Journal of Conference Abstracts

Variability of Carbon Dioxide Fluxes over a Growing Season in a Mid-Boreal Headwater Bog, Kenora, Ontario, Canada

Anuraag K. Bhardwaj (anu@mgm.lan.mcgill.ca) & Nigel T. Roulet (roulet@felix.geog.mcgill.ca)

Departmentof Geography, McGill University, Burnside Hall, 805 Sherbrooke St. W.,
Montreal, P.Q., H3A 2K6, Canada.

Net ecosystem exchange (NEE) was monitored for several peatland communities in a mid-boreal, headwater bog at the Experimental Lakes Area (Kenora, Ontario., Canada) throughout the 1995-96 growing seasons. Transparent and opaque chamber systems were used to measure NEE and dark respiration at replicate plots that were clipped and unclipped of vascular vegetation. Carbon dioxide fixation and soil respiration were estimated from the NEE measurements. They were compared within peatland communities over time, and between communities over space. Communities that supported xerophytic vegetation fixed CO₂ at rates that had little temporal variation. The fixation rates were similar in magnitude to those measured for wetter, sedge-dominated communities. Dark respiration from clipped and unclipped plots varied within and between communities across the sampling season, and the variation was associated with differences in ground temperature and water table. By subtracting CO₂ fluxes between clipped and unclipped plots, the contribution of vascular respiration to total CO₂ emissions was estimated to be approximately 75 % of total respiration losses. Large community-specific, and seasonal, variations in vascular respiration, along with strong associations between vascular respiration and ground temperature, were observed.

Upscaling Procedure for the
Dynamic Nutrient Availability Model

Ämer Bilaletdin¹ (emir.bilaletdin@vyh.fi) & Juha Kämäri² (juha.kamari@vyh.fi)

¹ Regional Environmental Agency of Häme, P.O. Box 297, FIN-33101 Tampere, Finland.

² Finnish Environment Institute, P.O. Box 140, FIN-00251 Helsinki, Finland.

The aim of the Finnish upscaling application is to model relative and/or absolute regional changes in nitrogen availability and leaching for given scenarios for climate change, forest cutting and deposition. The model to be used, SMART2, although simple, offers a good basis for scaling up deposition, land use and climate change effects by using GIS information on factors such as soil type, vegetation, evapotranspiration, and soil moisture, as a starting point for deriving model inputs.

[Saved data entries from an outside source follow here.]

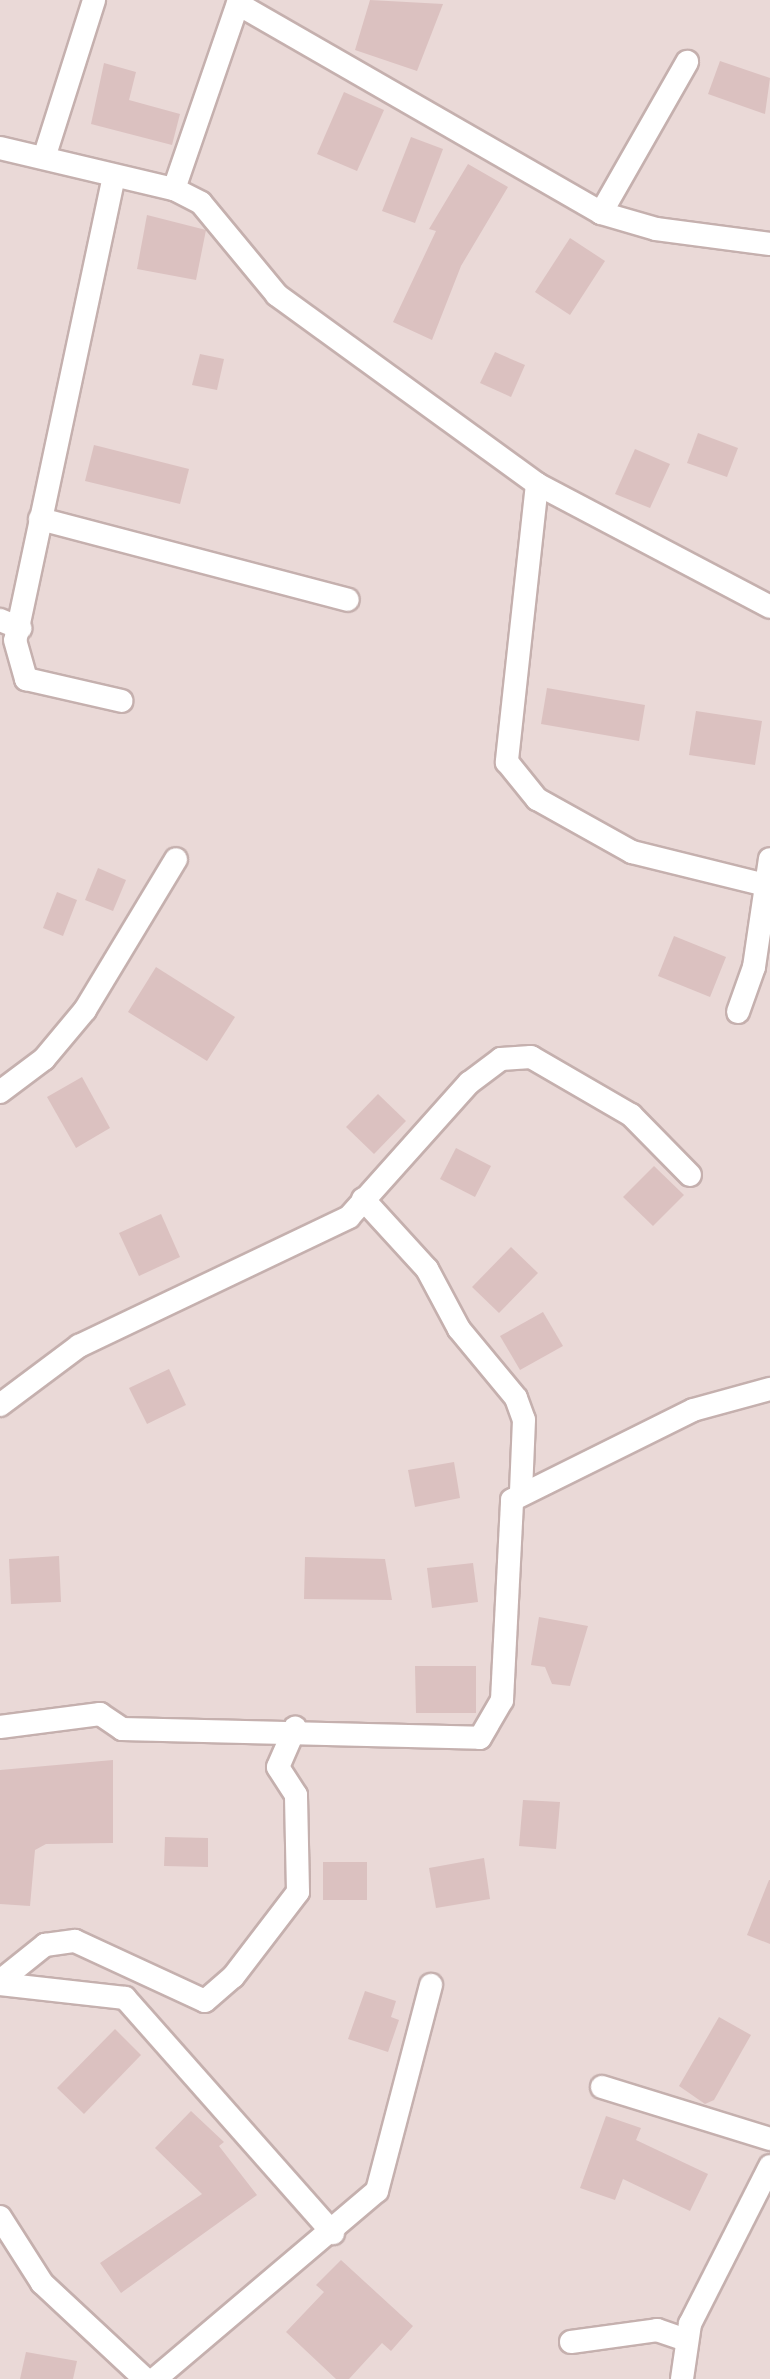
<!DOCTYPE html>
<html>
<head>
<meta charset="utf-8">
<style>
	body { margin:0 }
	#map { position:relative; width:770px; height:2379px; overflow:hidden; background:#f6ebe9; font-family:Montserrat,sans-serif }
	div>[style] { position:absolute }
	.residential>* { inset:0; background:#ead9d7 }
	.building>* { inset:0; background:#dbc1c0 }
	.roads { filter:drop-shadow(2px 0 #c5b0ae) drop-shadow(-2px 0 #c5b0ae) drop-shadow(0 2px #c5b0ae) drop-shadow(0 -2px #c5b0ae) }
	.street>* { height:22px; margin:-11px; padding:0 11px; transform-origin:11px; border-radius:11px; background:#fff }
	span { translate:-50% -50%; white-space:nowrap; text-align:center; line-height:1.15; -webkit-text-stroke:7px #fff; paint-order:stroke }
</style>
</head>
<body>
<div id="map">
	<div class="residential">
		<div style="clip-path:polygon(0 0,770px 0,770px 2379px,0 2379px)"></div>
	</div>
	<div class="building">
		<div style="clip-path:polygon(370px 0,443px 4px,417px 71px,355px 50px)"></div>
		<div style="clip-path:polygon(720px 61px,770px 78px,765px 114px,708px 94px)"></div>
		<div style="clip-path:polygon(104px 63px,136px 72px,129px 100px,180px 114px,172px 145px,91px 124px)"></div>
		<div style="clip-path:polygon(344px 92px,384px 110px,357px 171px,317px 154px)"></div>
		<div style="clip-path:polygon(411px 137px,443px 149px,415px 223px,382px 211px)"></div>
		<div style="clip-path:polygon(468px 164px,508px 187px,461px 266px,432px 340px,393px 322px,436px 231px,429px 229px)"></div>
		<div style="clip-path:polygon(147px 215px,206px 230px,196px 280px,137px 269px)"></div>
		<div style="clip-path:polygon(570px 238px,605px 261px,570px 315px,535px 292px)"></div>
		<div style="clip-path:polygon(495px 352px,525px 365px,511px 397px,480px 383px)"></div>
		<div style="clip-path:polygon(200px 354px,224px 359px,217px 390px,192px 385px)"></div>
		<div style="clip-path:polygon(698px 433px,738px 448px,727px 477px,687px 463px)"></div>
		<div style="clip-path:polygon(94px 445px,189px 469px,180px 504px,85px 481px)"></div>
		<div style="clip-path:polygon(635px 449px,670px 464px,650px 508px,615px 494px)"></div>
		<div style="clip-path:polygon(547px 688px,645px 705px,639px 741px,541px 724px)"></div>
		<div style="clip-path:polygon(696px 711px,762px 721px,755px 765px,689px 755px)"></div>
		<div style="clip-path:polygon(98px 868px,126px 880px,113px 911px,85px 900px)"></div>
		<div style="clip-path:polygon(57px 892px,77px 900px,63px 936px,43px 928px)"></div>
		<div style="clip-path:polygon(674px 936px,726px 957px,710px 997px,658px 976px)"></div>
		<div style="clip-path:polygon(156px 967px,235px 1017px,207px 1061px,128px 1012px)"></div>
		<div style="clip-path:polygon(82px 1077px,110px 1128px,76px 1148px,47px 1097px)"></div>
		<div style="clip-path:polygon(378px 1094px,406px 1121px,374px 1154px,346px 1127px)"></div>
		<div style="clip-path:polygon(456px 1148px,491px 1166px,475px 1197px,440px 1179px)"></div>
		<div style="clip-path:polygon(654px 1166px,684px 1195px,653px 1226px,623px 1197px)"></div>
		<div style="clip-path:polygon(161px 1214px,180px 1257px,139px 1276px,119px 1233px)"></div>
		<div style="clip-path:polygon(511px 1247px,538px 1273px,499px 1313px,472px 1287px)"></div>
		<div style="clip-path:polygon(543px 1312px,563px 1346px,520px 1370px,500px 1336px)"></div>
		<div style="clip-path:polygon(169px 1369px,186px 1405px,147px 1424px,129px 1388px)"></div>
		<div style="clip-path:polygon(454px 1462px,460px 1498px,415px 1507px,408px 1470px)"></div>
		<div style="clip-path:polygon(59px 1556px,61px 1602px,11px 1604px,9px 1559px)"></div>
		<div style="clip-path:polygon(305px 1557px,385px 1559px,392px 1600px,304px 1599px)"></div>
		<div style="clip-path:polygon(473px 1563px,478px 1602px,432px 1608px,427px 1568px)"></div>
		<div style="clip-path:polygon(539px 1617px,588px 1626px,570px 1686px,552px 1684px,545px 1667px,531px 1665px)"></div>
		<div style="clip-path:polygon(415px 1666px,476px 1666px,476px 1713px,416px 1713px)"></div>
		<div style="clip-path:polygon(113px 1760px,113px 1843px,46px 1844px,35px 1850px,30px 1906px,0 1904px,0 1770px)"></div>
		<div style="clip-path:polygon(523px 1800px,560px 1802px,556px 1849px,519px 1846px)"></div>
		<div style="clip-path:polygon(165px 1837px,208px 1838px,208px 1867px,164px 1866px)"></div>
		<div style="clip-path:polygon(484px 1858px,490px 1899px,436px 1908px,429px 1868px)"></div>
		<div style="clip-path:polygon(323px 1862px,367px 1862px,367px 1900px,323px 1900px)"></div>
		<div style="clip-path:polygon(769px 1880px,770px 1880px,770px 1944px,747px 1935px)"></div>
		<div style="clip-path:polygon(365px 1991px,396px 2001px,391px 2017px,399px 2020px,388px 2052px,348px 2039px)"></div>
		<div style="clip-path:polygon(719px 2017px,751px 2035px,714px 2100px,705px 2104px,679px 2086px)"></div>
		<div style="clip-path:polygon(115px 2029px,141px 2055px,84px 2114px,57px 2088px)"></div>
		<div style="clip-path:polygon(191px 2111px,224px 2142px,219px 2146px,257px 2195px,121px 2293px,100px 2263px,202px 2194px,155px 2148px)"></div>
		<div style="clip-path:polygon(606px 2116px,641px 2128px,636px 2140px,708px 2174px,690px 2211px,623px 2179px,615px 2200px,580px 2188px)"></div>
		<div style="clip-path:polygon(341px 2260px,413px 2326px,391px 2351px,382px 2343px,349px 2379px,336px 2379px,286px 2332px,324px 2292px,316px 2285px)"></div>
		<div style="clip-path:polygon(26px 2352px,77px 2361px,73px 2379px,20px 2379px)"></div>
	</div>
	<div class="roads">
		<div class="street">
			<div style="left:238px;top:4px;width:419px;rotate:29.9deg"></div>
			<div style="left:601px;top:213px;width:57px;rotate:16.2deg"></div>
			<div style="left:656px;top:229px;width:115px;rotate:7.5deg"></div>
			<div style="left:0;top:148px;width:179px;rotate:13.3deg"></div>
			<div style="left:174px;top:189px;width:30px;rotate:27deg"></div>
			<div style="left:201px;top:203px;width:119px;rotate:50.4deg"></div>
			<div style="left:277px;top:295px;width:321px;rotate:36deg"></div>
			<div style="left:537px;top:484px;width:263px;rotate:27.8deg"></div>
			<div style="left:44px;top:158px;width:166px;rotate:-72.4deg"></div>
			<div style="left:114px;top:176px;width:474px;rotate:102deg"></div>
			<div style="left:15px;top:640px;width:41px;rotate:74.2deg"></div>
			<div style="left:26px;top:679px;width:98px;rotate:12.9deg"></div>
			<div style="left:174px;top:189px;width:200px;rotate:-71deg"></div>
			<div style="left:601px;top:213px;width:174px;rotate:-60.3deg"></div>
			<div style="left:537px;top:484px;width:280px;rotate:96.2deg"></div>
			<div style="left:507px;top:762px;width:48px;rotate:51deg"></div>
			<div style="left:537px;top:799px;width:109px;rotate:29.2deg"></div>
			<div style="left:632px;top:852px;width:137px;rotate:13.9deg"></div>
			<div style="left:40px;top:519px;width:318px;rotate:14.7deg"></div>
			<div style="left:0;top:620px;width:22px;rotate:22deg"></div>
			<div style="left:738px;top:1012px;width:48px;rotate:-70.4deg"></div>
			<div style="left:754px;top:967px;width:109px;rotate:-81.6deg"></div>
			<div style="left:0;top:1092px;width:55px;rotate:-36.9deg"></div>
			<div style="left:44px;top:1059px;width:64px;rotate:-50.1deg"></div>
			<div style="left:85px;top:1010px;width:176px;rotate:-58.9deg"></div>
			<div style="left:363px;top:1199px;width:95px;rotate:47.6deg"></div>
			<div style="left:427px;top:1269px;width:68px;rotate:61.9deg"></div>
			<div style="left:459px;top:1329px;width:89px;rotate:50.4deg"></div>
			<div style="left:516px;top:1398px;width:23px;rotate:70deg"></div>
			<div style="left:524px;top:1420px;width:71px;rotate:92.4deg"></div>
			<div style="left:0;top:1405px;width:99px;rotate:-36.8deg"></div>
			<div style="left:79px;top:1346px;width:299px;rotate:-25.5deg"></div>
			<div style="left:349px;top:1217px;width:180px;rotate:-48.2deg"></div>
			<div style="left:469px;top:1083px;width:40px;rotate:-37deg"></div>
			<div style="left:501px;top:1059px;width:30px;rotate:-4deg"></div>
			<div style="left:531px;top:1057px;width:116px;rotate:30.1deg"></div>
			<div style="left:631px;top:1115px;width:84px;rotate:45.5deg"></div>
			<div style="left:0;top:1727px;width:101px;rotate:-7.4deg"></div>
			<div style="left:100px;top:1714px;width:27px;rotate:34deg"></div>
			<div style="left:122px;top:1729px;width:358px;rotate:1.4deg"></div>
			<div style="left:480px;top:1738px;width:44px;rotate:-59.9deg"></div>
			<div style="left:502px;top:1700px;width:200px;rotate:-87.1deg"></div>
			<div style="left:512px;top:1500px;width:202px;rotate:-26.4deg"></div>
			<div style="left:693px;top:1410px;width:80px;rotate:-15.3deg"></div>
			<div style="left:0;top:1981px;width:58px;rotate:-38.7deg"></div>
			<div style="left:45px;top:1945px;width:30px;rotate:-8deg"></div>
			<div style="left:75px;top:1941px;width:143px;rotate:24.8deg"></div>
			<div style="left:205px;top:2001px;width:37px;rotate:-41deg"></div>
			<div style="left:233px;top:1977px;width:107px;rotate:-52.6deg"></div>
			<div style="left:298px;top:1892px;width:97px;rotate:-91.2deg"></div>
			<div style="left:296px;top:1795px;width:33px;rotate:-123deg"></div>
			<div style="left:278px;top:1767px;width:43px;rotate:-66.4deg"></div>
			<div style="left:0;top:1984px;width:126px;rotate:6.4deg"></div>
			<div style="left:125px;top:1998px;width:314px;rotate:48.5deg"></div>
			<div style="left:602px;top:2087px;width:176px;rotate:17.2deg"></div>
			<div style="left:0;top:2217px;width:78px;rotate:57.5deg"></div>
			<div style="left:42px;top:2283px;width:141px;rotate:43deg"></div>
			<div style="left:571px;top:2342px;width:87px;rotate:-7.9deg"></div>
			<div style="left:657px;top:2330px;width:28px;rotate:19deg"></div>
			<div style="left:155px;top:2379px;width:291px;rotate:-40.3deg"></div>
			<div style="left:377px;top:2191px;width:213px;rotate:-75.3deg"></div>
			<div style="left:682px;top:2379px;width:56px;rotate:-81.7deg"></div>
			<div style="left:690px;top:2324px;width:177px;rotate:-63.1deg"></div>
		</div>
	</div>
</div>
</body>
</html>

The regional applications will be performed by dividing the study area into grid cells, the size and the form of the pixels being determined on the basis of available GIS data bases on Finnish soil and vegetation types. As the output from the regionalised model, relative regional estimates (relative to the base case) for element leaching will be provided.

As the first step, the model will be applied to an extensively studied catchment, Kangasvaara, in Sotkamo, Central Finland. We will assess whether some simplification can be made to the model. First, the model will be calibrated using all available measurement data against all soil and surface water observations before and after the forest cutting (fall 1996). Simultaneously, an independent calibration will be made using only data that are available on a large regional scale in Finland. These include GIS data, transfer functions between GIS data and model inputs, as well as other models relating basic meteorological and vegetation information to model inputs (e.g. uptake model for forest growth uptake, and SVAT model for evapotranspiration). These two calibrations form a site-specific test on whether regional data bases can provide meaningful input values for SMART2. The third application will be on a larger regional scale, to the River Eurajoki basin (615 km²) in south-western Finland. For this basin much of the required GIS data already exist as a result of other Finnish regionalisation projects.